Line symmetry is thus one way that exactly six axes may be made to be moveable. If we generalize the above, the indication is that a loop of n rigid bodies, where n must now be even, built with bodies to allow line symmetry and confined to that symmetry by whatever means during movement, we find that n/2-2 dimensions of movement should exist. For eight bodies, the original n-6=2 dimensions are retained. Above eight, symmetry is confining rather than liberating. Below six, line symmetry by itself offers no additional dimensionality. Therefore, a figure of six axes is unique in this regard.

Without imposing symmetry, a loop of seven rigid bodies in general has one dimension of movement; however, considering small movements to or from any specific orientation, some pivots experience larger movements compared to those on the other side of the loop. Designing track segments that will align is a far more challenging exercise than it is with six. Use of six rigid bodies causes the pivot action to be more evenly distributed around the loop.

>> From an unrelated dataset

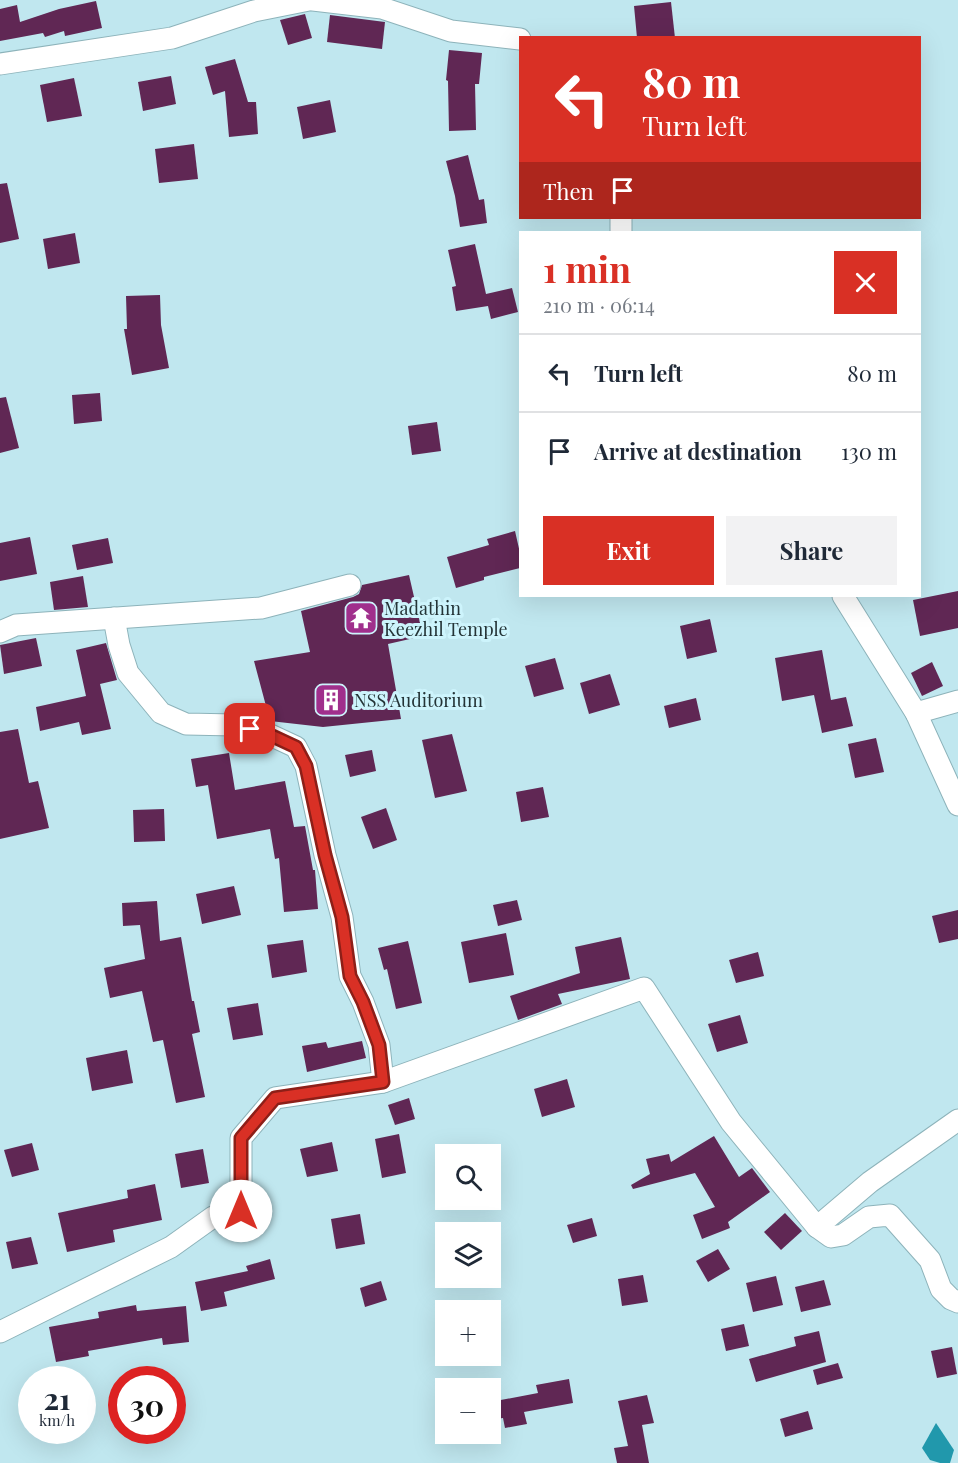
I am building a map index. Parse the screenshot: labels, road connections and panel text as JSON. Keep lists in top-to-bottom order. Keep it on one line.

BRIEF SUMMARY OF THE INVENTION

The current device comprises six rigid bodies, retained in a loop via pivots whose axes form a symmetrical pattern around a line, and track segments on the surface of each of the six rigid bodies, and game pieces which are retained in those track segments. Different groups of pieces of different given colors make up the pieces in the track. The track segments are arranged so that the movement discussed above causes various subsets of track segments to align end to end while blocking exit of game pieces from other segments or segment groups. Game pieces may pass from one track segment to another when the track segments are aligned end to end, provided that such movement would not cause capacity of the target segment or segment group to be exceeded. By alternating the movement of the rigid bodies with movement of game pieces within the track segments, game pieces can be rearranged along the track to conform to a desired pattern of colors. To assure that the predefined pattern is attainable, the game pieces can be loaded in the desired pattern when the puzzle is constructed. Since individual moves are reversible, any mixing of game pieces within the confines of the constructed puzzle will lead to a position of game pieces from which the desired pattern can be recovered.

BRIEF DESCRIPTION OF THE DRAWINGS

The drawings illustrate the preferred embodiment of the invention. Hidden lines, shading, colors, and coring have been omitted for clarity.

FIG. 1 is a perspective view of the preferred embodiment, in an orientation of rigid bodies which forms a closed track.

FIG. 2 is the same orientation, but viewed along the line of symmetry. The eighteen game pieces in the closed track can all be seen at or near the perimeter of the figure.

FIG. 3 is a different orientation, half-way between orientations of FIGS. 2 and 4. Again, it is viewed along the line of symmetry.

FIG. 4 is an alternate orientation which, like that of FIGS. 1 and 2, forms a closed track. Again, it is viewed along the line of symmetry.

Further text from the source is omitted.